(Task): In the data below, find each line containing the string "width" and return it.

------------------------------

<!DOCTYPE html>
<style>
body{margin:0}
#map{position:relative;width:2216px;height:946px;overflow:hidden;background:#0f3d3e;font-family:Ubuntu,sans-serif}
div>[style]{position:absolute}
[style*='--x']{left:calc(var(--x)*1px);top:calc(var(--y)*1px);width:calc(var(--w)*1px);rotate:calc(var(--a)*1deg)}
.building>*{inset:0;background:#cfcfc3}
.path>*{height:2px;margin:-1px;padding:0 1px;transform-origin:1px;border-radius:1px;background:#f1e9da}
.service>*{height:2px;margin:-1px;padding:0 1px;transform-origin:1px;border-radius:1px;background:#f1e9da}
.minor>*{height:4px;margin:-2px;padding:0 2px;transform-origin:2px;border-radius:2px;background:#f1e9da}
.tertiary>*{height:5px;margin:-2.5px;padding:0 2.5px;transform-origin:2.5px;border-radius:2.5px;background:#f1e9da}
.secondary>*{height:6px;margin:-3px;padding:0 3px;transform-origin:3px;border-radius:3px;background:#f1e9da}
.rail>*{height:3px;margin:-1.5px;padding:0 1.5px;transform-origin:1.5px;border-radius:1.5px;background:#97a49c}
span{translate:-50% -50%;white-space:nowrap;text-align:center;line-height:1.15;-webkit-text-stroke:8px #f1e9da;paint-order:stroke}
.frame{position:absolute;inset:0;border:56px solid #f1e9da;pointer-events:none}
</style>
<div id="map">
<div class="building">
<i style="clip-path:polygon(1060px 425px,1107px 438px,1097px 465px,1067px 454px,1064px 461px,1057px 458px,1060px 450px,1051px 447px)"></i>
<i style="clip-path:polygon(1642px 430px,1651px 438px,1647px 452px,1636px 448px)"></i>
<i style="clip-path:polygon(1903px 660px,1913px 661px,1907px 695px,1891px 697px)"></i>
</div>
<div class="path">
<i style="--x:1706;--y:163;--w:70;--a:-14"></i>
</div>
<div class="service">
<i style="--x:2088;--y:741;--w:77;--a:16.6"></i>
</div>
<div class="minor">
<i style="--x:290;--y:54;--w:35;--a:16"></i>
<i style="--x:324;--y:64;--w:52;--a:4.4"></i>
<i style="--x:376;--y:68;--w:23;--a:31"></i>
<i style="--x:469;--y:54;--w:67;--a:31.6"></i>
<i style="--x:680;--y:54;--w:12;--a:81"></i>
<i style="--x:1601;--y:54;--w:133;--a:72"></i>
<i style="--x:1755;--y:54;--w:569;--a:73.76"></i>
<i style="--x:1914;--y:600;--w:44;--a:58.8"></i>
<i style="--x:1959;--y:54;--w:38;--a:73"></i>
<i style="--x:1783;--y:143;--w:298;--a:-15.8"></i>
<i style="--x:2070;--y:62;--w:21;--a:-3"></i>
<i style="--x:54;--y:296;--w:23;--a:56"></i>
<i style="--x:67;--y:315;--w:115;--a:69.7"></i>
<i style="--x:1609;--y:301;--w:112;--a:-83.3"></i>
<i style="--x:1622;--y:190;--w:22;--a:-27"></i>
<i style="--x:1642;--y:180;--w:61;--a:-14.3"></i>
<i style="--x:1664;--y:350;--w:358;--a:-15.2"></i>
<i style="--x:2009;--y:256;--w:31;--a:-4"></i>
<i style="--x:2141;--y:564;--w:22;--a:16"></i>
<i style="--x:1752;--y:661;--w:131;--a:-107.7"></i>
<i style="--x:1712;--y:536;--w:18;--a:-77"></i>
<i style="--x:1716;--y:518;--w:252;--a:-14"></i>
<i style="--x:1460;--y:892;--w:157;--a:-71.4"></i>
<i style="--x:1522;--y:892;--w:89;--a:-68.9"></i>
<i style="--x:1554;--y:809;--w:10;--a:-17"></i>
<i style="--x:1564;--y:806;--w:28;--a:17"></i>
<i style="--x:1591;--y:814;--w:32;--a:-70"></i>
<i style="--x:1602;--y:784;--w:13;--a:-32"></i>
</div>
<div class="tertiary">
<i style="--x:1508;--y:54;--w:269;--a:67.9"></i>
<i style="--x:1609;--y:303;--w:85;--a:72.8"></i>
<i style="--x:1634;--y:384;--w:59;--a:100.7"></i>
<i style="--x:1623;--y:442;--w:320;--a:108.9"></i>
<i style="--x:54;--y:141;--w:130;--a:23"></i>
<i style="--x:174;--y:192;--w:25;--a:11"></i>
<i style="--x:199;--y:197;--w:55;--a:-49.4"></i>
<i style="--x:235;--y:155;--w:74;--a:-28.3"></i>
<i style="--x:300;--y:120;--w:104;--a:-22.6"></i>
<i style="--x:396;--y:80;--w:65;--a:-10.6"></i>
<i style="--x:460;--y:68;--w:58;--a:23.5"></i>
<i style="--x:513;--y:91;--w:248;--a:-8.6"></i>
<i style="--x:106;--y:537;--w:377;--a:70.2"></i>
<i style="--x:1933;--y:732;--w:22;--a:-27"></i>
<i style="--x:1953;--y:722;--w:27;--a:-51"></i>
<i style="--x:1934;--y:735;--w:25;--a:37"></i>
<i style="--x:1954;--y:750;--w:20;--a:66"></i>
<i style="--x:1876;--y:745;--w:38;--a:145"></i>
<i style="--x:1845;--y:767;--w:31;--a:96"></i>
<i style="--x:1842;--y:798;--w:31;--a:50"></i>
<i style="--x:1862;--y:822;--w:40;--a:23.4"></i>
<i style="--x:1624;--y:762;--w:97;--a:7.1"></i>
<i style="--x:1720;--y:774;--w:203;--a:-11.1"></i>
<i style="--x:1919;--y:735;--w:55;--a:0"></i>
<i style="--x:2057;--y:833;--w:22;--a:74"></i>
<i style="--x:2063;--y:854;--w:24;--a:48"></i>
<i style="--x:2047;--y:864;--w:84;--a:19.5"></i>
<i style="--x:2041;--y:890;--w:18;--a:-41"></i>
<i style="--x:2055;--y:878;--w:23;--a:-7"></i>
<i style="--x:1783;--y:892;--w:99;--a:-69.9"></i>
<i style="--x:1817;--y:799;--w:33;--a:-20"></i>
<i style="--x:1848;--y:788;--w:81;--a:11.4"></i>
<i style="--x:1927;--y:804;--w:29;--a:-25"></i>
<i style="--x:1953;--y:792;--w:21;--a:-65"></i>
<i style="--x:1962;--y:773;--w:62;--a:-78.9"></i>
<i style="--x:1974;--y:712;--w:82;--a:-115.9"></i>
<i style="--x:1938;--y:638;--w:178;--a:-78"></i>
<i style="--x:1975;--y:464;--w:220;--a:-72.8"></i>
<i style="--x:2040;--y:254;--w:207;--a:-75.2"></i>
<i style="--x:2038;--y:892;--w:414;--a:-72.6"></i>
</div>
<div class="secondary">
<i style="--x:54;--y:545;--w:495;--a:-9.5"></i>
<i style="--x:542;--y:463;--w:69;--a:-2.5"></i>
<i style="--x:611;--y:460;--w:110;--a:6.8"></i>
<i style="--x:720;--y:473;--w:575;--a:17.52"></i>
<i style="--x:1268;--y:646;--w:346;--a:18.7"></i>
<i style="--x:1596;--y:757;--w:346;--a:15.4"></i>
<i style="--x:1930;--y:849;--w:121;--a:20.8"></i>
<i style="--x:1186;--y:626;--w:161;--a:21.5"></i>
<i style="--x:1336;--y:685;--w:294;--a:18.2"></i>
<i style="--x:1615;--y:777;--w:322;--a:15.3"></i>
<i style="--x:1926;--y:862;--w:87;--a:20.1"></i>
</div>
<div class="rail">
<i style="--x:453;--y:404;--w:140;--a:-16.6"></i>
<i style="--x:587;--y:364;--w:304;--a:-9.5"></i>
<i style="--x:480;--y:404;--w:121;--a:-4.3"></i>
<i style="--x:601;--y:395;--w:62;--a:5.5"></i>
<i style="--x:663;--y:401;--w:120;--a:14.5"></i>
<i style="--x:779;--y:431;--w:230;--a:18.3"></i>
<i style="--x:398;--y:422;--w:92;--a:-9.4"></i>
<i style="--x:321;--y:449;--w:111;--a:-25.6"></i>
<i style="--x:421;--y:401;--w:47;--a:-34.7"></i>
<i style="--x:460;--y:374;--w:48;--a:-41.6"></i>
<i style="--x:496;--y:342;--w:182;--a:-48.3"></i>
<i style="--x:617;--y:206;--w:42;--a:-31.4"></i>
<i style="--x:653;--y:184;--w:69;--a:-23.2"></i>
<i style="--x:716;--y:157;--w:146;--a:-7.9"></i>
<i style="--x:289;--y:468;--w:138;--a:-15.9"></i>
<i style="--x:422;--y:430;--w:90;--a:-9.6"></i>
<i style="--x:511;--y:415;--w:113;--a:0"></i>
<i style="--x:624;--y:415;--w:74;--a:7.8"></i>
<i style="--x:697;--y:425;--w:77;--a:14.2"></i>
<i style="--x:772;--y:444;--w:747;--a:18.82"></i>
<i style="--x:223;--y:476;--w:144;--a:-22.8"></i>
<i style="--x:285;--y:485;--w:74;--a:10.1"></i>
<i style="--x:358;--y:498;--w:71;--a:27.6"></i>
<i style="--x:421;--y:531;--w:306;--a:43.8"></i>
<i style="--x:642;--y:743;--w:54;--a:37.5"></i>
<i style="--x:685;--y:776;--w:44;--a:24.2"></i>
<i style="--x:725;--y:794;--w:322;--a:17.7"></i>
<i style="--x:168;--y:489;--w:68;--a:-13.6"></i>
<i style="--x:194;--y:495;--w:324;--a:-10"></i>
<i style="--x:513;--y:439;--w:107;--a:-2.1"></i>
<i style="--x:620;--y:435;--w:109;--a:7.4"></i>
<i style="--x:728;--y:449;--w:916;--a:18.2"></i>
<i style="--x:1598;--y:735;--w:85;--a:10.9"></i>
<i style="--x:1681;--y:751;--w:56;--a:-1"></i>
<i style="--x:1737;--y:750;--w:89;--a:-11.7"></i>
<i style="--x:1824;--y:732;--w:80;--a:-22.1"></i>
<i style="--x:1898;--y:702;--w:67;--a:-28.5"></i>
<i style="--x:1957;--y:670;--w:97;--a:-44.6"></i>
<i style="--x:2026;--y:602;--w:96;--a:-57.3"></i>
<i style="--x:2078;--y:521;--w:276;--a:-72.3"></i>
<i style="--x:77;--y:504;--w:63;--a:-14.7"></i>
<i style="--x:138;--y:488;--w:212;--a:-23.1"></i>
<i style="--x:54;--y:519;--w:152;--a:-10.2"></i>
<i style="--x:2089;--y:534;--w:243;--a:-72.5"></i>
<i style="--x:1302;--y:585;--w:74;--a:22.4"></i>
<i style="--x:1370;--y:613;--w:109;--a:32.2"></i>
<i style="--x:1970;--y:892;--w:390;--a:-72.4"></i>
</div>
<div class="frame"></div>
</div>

------------------------------

(Exercise response):
#map{position:relative;width:2216px;height:946px;overflow:hidden;background:#0f3d3e;font-family:Ubuntu,sans-serif}
[style*='--x']{left:calc(var(--x)*1px);top:calc(var(--y)*1px);width:calc(var(--w)*1px);rotate:calc(var(--a)*1deg)}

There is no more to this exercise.